Health experts share do’s and don’ts during baby formula shortage
ROCHESTER, Minn. (KTTC) – Since 1865 baby formula has been used to nourish babies.
“It matches the macronutrients of the sugar or the protein, the fat, of breast milk and the micronutrients as well,” said Dr. Kelsey Klaas, Mayo Clinic Pediatric and Adolescent Medicine.
However, finding formula has been a struggle for many caretakers as the national baby formula continues.
Health experts say certain feeding methods aren’t healthy for infants.
1) Don’t feed babies homemade formula
“In the short term contamination is the potential risk. Depending on where we’re looking I’ve seen some recipes that used unpasteurized milk products for example. Those are things that we should not be feeding infants, ever. Their immune systems aren’t as robust, and there is an increased risk of potentially significant severe infection,” Klaas said.
She said the health risk can go further with homemade formula.
“The next immediate risk with homemade formulas with other products as well such as using long-term cows milk or other non-human infant foods is that the balance of the different components of cows milk, of different ingredients that would go into a homemade formula, what called celluloid, so looking at the protein and sugar load but also all of the electrolytes that go into that, are not matched to what an infant’s kidneys can handle,” Klaas said.
She said that issue could cause seizures in infants.
2) Don’t dilute baby formula
“Not adding extra water to formula. Adding extra water to formula can cause nutritional imbalance and can lead to serious health problems. It’s best to always mix formulas according to the manufactures label or as your pediatrician had recommended,” said Wendy O’Leary, Olmsted County Women, Infant & Children (WIC) Services manager.
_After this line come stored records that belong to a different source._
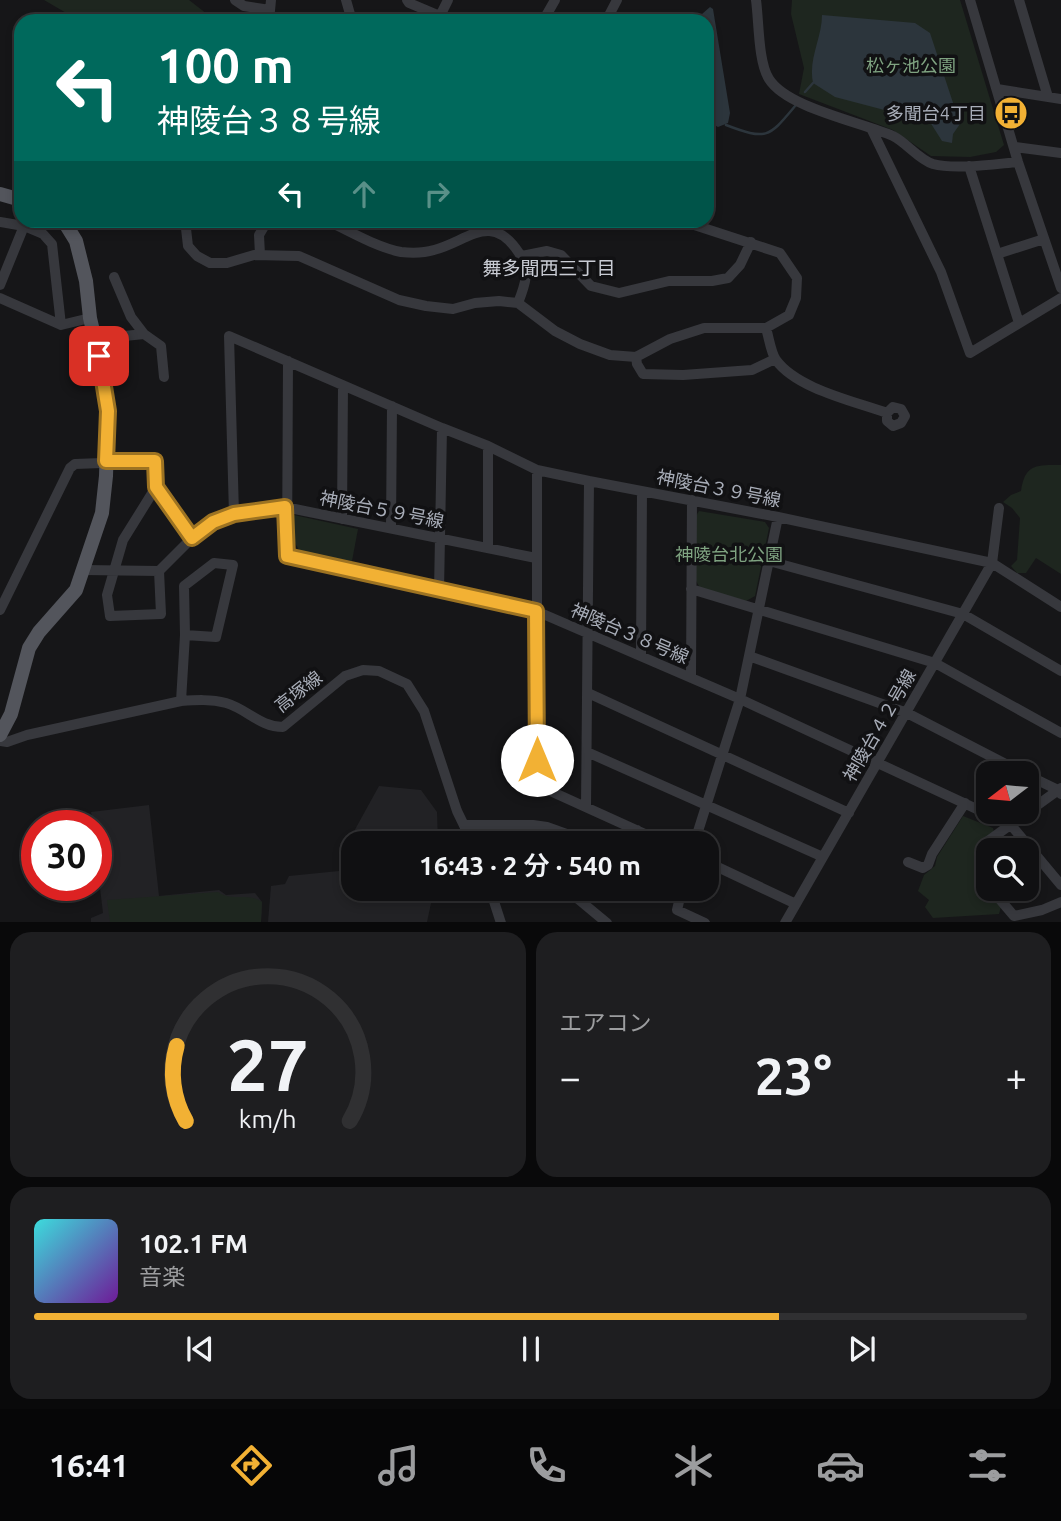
<!DOCTYPE html>
<html lang="ja">
<meta charset="utf-8">
<style>
body{margin:0;font-family:Ubuntu,"Noto Sans JP",sans-serif;background:#1e1e20;color:#f1f3f6;height:100vh;display:flex;flex-direction:column;font-size:26px;white-space:nowrap}
*{box-sizing:border-box;margin:0}
p{font-size:23px;color:#9c9d9f}
.icon{flex:none;width:38px;height:38px;fill:none;stroke:currentColor;stroke-width:2;stroke-linecap:round;stroke-linejoin:round}
.map{position:relative;height:922px;overflow:hidden}
.drawer{display:flex;flex-direction:column;gap:10px;padding:10px;background:#09090a;flex:1}
.drawer>*{flex:none}
.banner{position:absolute;left:14px;top:14px;width:700px;height:214px;border-radius:21px;box-shadow:0 4px 10px #0003,0 0 0 2px #303032;background:#00695c;color:#fff;overflow:hidden}
.needle{width:46px;rotate:254deg}
.buttons{position:absolute;left:976px;top:761px;display:grid;gap:14px}
.buttons a{display:grid;place-items:center;width:63px;height:63px;border-radius:14px;background:#101012;box-shadow:0 4px 10px #0003,0 0 0 2px #303032;font-size:35px}
.speed{position:absolute;left:21px;top:810px;display:flex;gap:14px;font-size:35px;font-weight:700;text-align:center}
.speed>*{display:grid;place-content:center;width:91px;height:91px;border-radius:50%;background:#101012;box-shadow:0 4px 10px #0003,0 0 0 2px #303032;line-height:1}
.speed .limit{border:10px solid #d22;background:#fff;color:#111}
.pin{position:absolute;display:grid;place-items:center;width:60px;height:60px;color:#fff;margin:-30px;border-radius:14px;box-shadow:0 4px 10px #0006}
.me{position:absolute;width:77px;margin:-38px;rotate:0deg;stroke-linejoin:round;filter:drop-shadow(0 0 5px #0008)}
.turn{display:flex;align-items:center;gap:24px;height:147px;padding:0 28px;font-size:32px}
.turn .icon{width:91px;height:91px;stroke-width:2.5}
.turn b{display:block;font-size:49px;line-height:60px}
.lanes{display:flex;align-items:center;height:66px;padding:0 28px;background:#0003;justify-content:center;gap:35px;direction:ltr}
.lanes .off{opacity:.35}
.big{font-size:52px;font-weight:600;line-height:1.1}
.drawer .widget{flex:1;display:flex;flex-direction:column;justify-content:center;gap:10px;min-width:0;padding:0 24px;border-radius:21px;background:#1e1e20}
.drawer .dial{align-items:center;gap:0}
.dial svg{height:182px;overflow:visible;fill:none;stroke:#303032;stroke-width:7;stroke-linecap:round;text-anchor:middle}
.dial text{fill:#f1f3f6;stroke:none}
.song{display:flex;align-items:center;gap:21px}
.cover{width:84px;height:84px;border-radius:10px;background:linear-gradient(135deg,hsl(180 70% 55%),hsl(280 70% 35%))}
.played{height:7px;border-radius:4px;background:linear-gradient(90deg,#f2b134 75%,#303032 75%)}
.keys{display:flex;justify-content:space-around;direction:ltr}
.heat{display:flex;justify-content:space-between;align-items:center;font-size:38px;direction:ltr}
.drawer .tiles{flex:1;display:grid;gap:10px;grid-template-columns:1fr 1fr}
.widget:last-child{grid-column:span 2}
.trip{position:absolute;left:341px;top:831px;width:378px;height:70px;border-radius:21px;background:#101012;box-shadow:0 4px 10px #0003,0 0 0 2px #303032;font-weight:600;line-height:70px;text-align:center}
.tabs{display:flex;height:112px;justify-content:space-around;align-items:center;background:#060607;color:#9c9d9f}
.tabs .icon{width:49px;height:49px}
.tabs .on{color:#f2b134}
.tabs b{font-size:32px;color:#f1f3f6}
.map>svg:first-child{display:block}
.built{fill:#222225}
.green{fill:#1e261f}
.water{fill:#2c353c}
.lines{fill:none;stroke-linecap:round;stroke-linejoin:round}
.stream{stroke:#2c353c;stroke-width:2.5}
.minor{stroke:#37383d;stroke-width:10}
.major{stroke:#53555c;stroke-width:14}
.route-casing{stroke:#9d7322;stroke-width:18}
.route{stroke:#f2b134;stroke-width:12}
.labels{text-anchor:middle;dominant-baseline:central;stroke-width:7;stroke-linejoin:round;paint-order:stroke}
.park-label{font-size:18px;fill:#7fa381;stroke:#111113}
.poi-label{font-size:18px;fill:#a8adb8;stroke:#111113;text-anchor:end}
.street-label{font-size:18px;fill:#a8adb8;stroke:#111113}
.neighbourhood-label{font-size:19px;fill:#c9ccd4;stroke:#111113}
</style>
<div class="map">
<svg width="1061" height="923" viewBox="0 0 1061 923">
<rect width="100%" height="100%" fill="#161618"/>
<path class="built" d="M 379,786 L 421,790 L 437,812 L 438,843 L 354,844 L 354,889 L 434,889 L 427,922 L 268,922 L 271,886 L 285,884 L 289,876 L 349,870 L 352,835 Z
M 149,805 L 159,896 L 219,890 L 226,895 L 255,893 L 262,902 L 261,922 L 91,923 L 91,918 L 103,913 L 96,855 L 96,826 L 93,826 L 91,812 Z"/>
<path class="green" d="M 44,0 L 189,0 L 216,21 L 80,21 Z
M 792,0 L 960,0 L 1004,145 L 996,152 L 970,157 L 931,156 L 893,130 L 799,94 L 804,68 L 791,14 Z
M 1061,465 L 1061,574 L 1036,558 L 1026,573 L 1017,573 L 1011,566 L 1017,560 L 1020,518 L 1012,508 L 1003,502 L 1011,495 L 1021,491 C 1025,464 1036,465 1061,465 Z
M 699,511 L 765,522 L 769,528 L 755,596 L 746,601 L 700,588 L 696,581 L 696,516 Z
M 294,515 L 358,529 L 352,561 L 300,552 L 293,539 Z
M 963,816 L 993,828 L 994,832 L 982,840 L 974,872 L 1001,907 L 999,914 L 933,918 L 925,907 L 929,900 L 918,891 L 924,875 L 935,866 L 937,857 Z
M 218,892 C 232,902 248,892 262,902 L 261,922 L 110,922 L 107,900 Z"/>
<path class="water" d="M 710,7 L 713,9 L 730,113 L 728,123 L 718,127 L 707,121 L 707,21 L 694,21 Z
M 822,15 L 915,23 L 930,33 L 960,124 L 953,134 L 952,143 L 942,141 L 930,122 L 835,97 L 813,83 C 808,59 822,38 822,15 Z"/>
<g class="lines">
<path class="stream" d="M 805,92 L 813,83
M 726,125 C 768,141 769,137 796,105"/>
<path class="minor" d="M 235,0 L 244,6 L 270,10
M 346,0 L 352,21
M 407,0 L 409,3 L 440,16 L 448,0
M 756,0 C 759,21 758,62 769,79 C 787,108 861,122 893,136 C 907,143 918,159 933,164 C 955,170 995,164 1018,162
M 970,0 L 1018,162 L 1061,288
M 1019,0 L 1048,97
M 269,21 L 271,0
M 543,21 L 555,0
M 606,21 L 617,0
M 997,89 L 1061,99
M 871,128 L 941,272 L 970,353 L 1061,298
M 1015,147 L 1061,153
M 969,166 L 1019,323
M 185,220 L 188,246 L 197,256 L 210,263 L 227,263 L 254,255 L 299,256 L 399,300 L 426,306 L 453,309 L 475,303 L 499,301 L 518,303 L 555,331 L 580,344 L 610,355 L 636,357 L 670,339 L 704,328 L 766,328 L 789,315 L 796,298 L 797,278 L 780,253 L 679,220
M 326,220 C 349,231 376,247 401,252 C 411,253 424,253 434,250 C 467,242 491,210 519,253 C 531,270 525,285 518,303
M 0,222 L 24,226
M 997,254 L 1044,239
M 260,255 L 259,235 L 268,220
M 522,256 L 547,251 L 561,255 L 591,286 L 619,293 L 669,281 L 712,281 L 728,278 L 740,265 L 751,242
M 114,277 L 131,317 L 144,334
M 0,285 L 24,226 L 43,234 L 52,244 L 61,325
M 0,298 L 61,325 L 90,318
M 766,328 C 769,338 771,353 776,360 C 797,389 854,401 887,413 L 893,407 L 901,409 L 905,416 L 901,423 L 893,426 L 887,421 L 887,413
M 96,339 L 144,334 L 161,346 L 164,377
M 636,357 L 637,364 L 643,374 L 683,375 L 752,370 L 775,359
M 288,361 L 287,556 L 536,611 L 740,699 L 1011,825 L 1061,885
M 488,446 L 488,548
M 537,470 L 537,785 L 667,844
M 156,487 L 192,538
M 234,514 L 229,336 L 442,428 L 488,446 L 537,470 L 589,481
M 342,519 L 343,385
M 391,528 L 392,406
M 769,561 L 963,614 L 1061,671
M 84,570 L 159,571 L 192,538 L 213,521 L 234,514 L 285,507 L 536,558
M 691,589 L 935,663 L 1061,733
M 439,591 L 442,428
M 0,610 L 70,468 L 75,464 L 155,461 L 156,487 L 123,540 L 107,595 L 110,616 L 161,614 L 159,571
M 641,656 L 642,491
M 749,656 L 907,713 L 1025,774
M 691,678 L 692,500
M 588,693 L 849,813
M 181,701 L 185,635 L 184,586 L 214,563 L 233,565 L 216,637 L 185,635
M 0,741 L 7,742 L 27,735 L 181,701 C 196,700 211,699 226,703 C 247,709 260,727 283,727 L 345,676 L 363,670 L 379,671 L 407,684 L 424,711 L 457,811 L 473,844
M 587,752 L 823,857
M 1027,775 L 1058,790 L 1061,794
M 586,807 L 589,481 L 778,517 L 992,563 L 1061,607
M 467,825 L 533,825 L 547,827 L 586,841 L 632,843 L 637,830
M 501,825 L 516,844
M 694,844 L 740,699 L 778,517
M 707,862 L 796,904
M 908,862 L 923,868 L 928,865 L 932,854 L 965,803
M 989,886 L 979,875 L 988,841 L 1061,788
M 490,889 L 501,923
M 566,889 L 607,923
M 682,889 L 677,910 L 705,923
M 991,889 L 1014,916 L 1042,910 L 1061,902
M 785,923 L 992,563 L 999,508"/>
<path class="major" d="M 0,194 L 21,200
M 0,735 L 11,714 L 29,648 L 39,632 L 76,590 L 102,513 L 106,476 L 108,411 L 103,374 L 90,318 L 86,281 L 76,241 L 63,220"/>
</g>
<g class="lines">
<defs>
<path id="route" d="M 99,356 L 108,411 L 106,461 L 155,461 L 156,487 L 192,538 L 213,522 L 234,514 L 285,507 L 287,556 L 536,611 L 537,760"/>
</defs>
<use href="#route" class="route-casing"/>
<use href="#route" class="route"/>
</g>
<defs>
<symbol id="bus-disc" viewBox="-11 -11 22 22"><circle r="9.5" fill="#f2b134" stroke="#111113"/><path d="M-5-6H5V4H4V6H2V4H-2V6H-4V4H-5ZM-3.5-4V0h7V-4ZM-3.5 1.2v1.5H-2V1.2ZM2 1.2v1.5H3.5V1.2Z" fill="#111"/></symbol>
</defs>
<g fill-rule="evenodd">
<use href="#bus-disc" x="992" y="94" width="38" height="38"/>
</g>
<g class="labels">
<g class="park-label">
<text x="911" y="65">松ヶ池公園</text>
<text x="729" y="554">神陵台北公園</text>
</g>
<g class="poi-label">
<text x="986" y="113">多聞台4丁目</text>
</g>
<g class="street-label">
<text transform="translate(719 488) rotate(11)">神陵台３９号線</text>
<text transform="translate(382 509) rotate(11)">神陵台５９号線</text>
<text transform="translate(630 633) rotate(23)">神陵台３８号線</text>
<text transform="translate(298 691) rotate(-38)">高塚線</text>
<text transform="translate(879 725) rotate(-60)">神陵台４２号線</text>
</g>
<g class="neighbourhood-label">
<text x="549" y="268">舞多聞西三丁目</text>
</g>
</g>
</svg>
<div class="buttons">
<a><svg class="needle" viewBox="-14 -14 28 28"><path d="M0-13l5 13h-10z" fill="#e53935"/><path d="M0 13l5-13h-10z" fill="#9c9d9f"/></svg></a>
<a><svg class="icon" aria-label="search" viewBox="0 0 24 24"><circle cx="10" cy="10" r="6"/><path d="M15 15l6 6"/></svg></a>
</div>
<div class="speed"><div class="limit">30</div></div>
<div class="pin" style="left:99px;top:356px;background:#d93025"><svg class="icon" aria-label="arrive" viewBox="0 0 24 24"><path d="M6 21V4h12l-3 4 3 4H6"/></svg></div>
<svg class="me" style="left:537px;top:760px" viewBox="-20 -20 40 40"><circle r="19" fill="#fff"/><path d="M0-13L10 11 0 6-10 11z" fill="#f2b134"/></svg>
<div class="trip">16:43 · 2 分 · 540 m</div>
<div class="banner">
<div class="turn"><svg class="icon" aria-label="left" viewBox="0 0 24 24"><path d="M17 20v-9H6M10 6l-5 5 5 5"/></svg><div><b>100 m</b>神陵台３８号線</div></div>
<div class="lanes"><svg class="icon" aria-label="left" viewBox="0 0 24 24"><path d="M17 20v-9H6M10 6l-5 5 5 5"/></svg><svg class="icon off" aria-label="ahead" viewBox="0 0 24 24"><path d="M12 20V5M6 11l6-6 6 6"/></svg><svg class="icon off" aria-label="right" viewBox="0 0 24 24"><path d="M7 20v-9h11M14 6l5 5-5 5"/></svg></div>
</div>
</div>
<section class="drawer">
<div class="tiles">
<div class="widget dial"><svg viewBox="0 0 100 80">
<path d="M14 69A42 42 0 1 1 86 69"/>
<path d="M14 69A42 42 0 0 1 10 36" stroke="#f2b134"/>
<text x="50" y="56" font-size="32" font-weight="700">27</text>
<text x="50" y="72" font-size="11">km/h</text>
</svg></div>
<div class="widget"><p>エアコン</p>
<div class="heat"><a>−</a><b class="big">23°</b><a>+</a></div>
</div>
<div class="widget">
<div class="song"><i class="cover"></i><div><b>102.1 FM</b><p>音楽</p></div></div>
<div class="played"></div>
<div class="keys"><svg class="icon" aria-label="previous" viewBox="0 0 24 24"><path d="M18 5L8 12l10 7zM5 5v14"/></svg><svg class="icon" aria-label="pause" viewBox="0 0 24 24"><path d="M8 5v14M16 5v14"/></svg><svg class="icon" aria-label="next" viewBox="0 0 24 24"><path d="M6 5l10 7-10 7zM19 5v14"/></svg></div>
</div>
</div>
</section>
<nav class="tabs">
<b>16:41</b>
<svg class="icon on" aria-label="directions" viewBox="0 0 24 24"><path d="M12 3l9 9-9 9-9-9zM9 14v-3h6M13 9l2 2-2 2"/></svg>
<svg class="icon" aria-label="music" viewBox="0 0 24 24"><path d="M9 18V5l10-2v13"/><circle cx="6" cy="18" r="3"/><circle cx="16" cy="16" r="3"/></svg>
<svg class="icon" aria-label="phone" viewBox="0 0 24 24"><path d="M5 4h4l2 5-3 2q2 4 5 5l2-3 5 2v4C11 20 4 13 5 4z"/></svg>
<svg class="icon" aria-label="climate" viewBox="0 0 24 24"><path d="M12 3v18M4 7l16 10M4 17L20 7"/></svg>
<svg class="icon" aria-label="car" viewBox="0 0 24 24"><path d="M5 17H2v-5l4-1 3-4h7l3 4 3 1v5h-3M9 17h6M6 11h13"/><circle cx="7" cy="17" r="2"/><circle cx="17" cy="17" r="2"/></svg>
<svg class="icon" aria-label="filters" viewBox="0 0 24 24"><path d="M4 7h16M4 17h16"/><circle cx="9" cy="7" r="2"/><circle cx="15" cy="17" r="2"/></svg>
</nav>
“The nutritional quantity or quality is much lower. They’re actually not getting enough qualities with that. But in the short-term again, even more potentially serious is this risk of electrolyte imbalance and the risk to health,” Klaas said.
3) Don’t order formulas from another country
“Those that are not FDA approved, we are not recommending for feeding,” Klaas said.
4) Don’t use evaporated milk
1) Concentrated liquid formula or a Ready-to-use formula.
“That is absolutely acceptable and safe to use,” Klaas said.
2) Try switching to a generic formula brand.
3) Ask stores if a formula is located in a different part of the store.
“Stores may not put all of the product on the shelf. They may have it at customer service. They may have it at a certain register, so just because you’re not seeing it on the shelf does not mean it’s not available,” O’Leary said.
People who need help purchasing baby formula can apply to WIC services.
WIC can provide families with a money card that they can use to purchase formula at stores.
What about people who were raised without formula?
“I’m glad that those children did come out to be strong adults but then it goes into the question of, what were they fed? Because that answer is going to situationally very different,” Klaas said.
According to a journal in the National Library of Medicine,
Until the 19th-century animal milk was the most common feeding method after breast milk.
Multiple medical sources say infants cannot digest cow’s milk as easily as they digest breastmilk or baby formula.
Furthermore, cow’s milk does not contain enough of certain nutrients that babies under a year old need.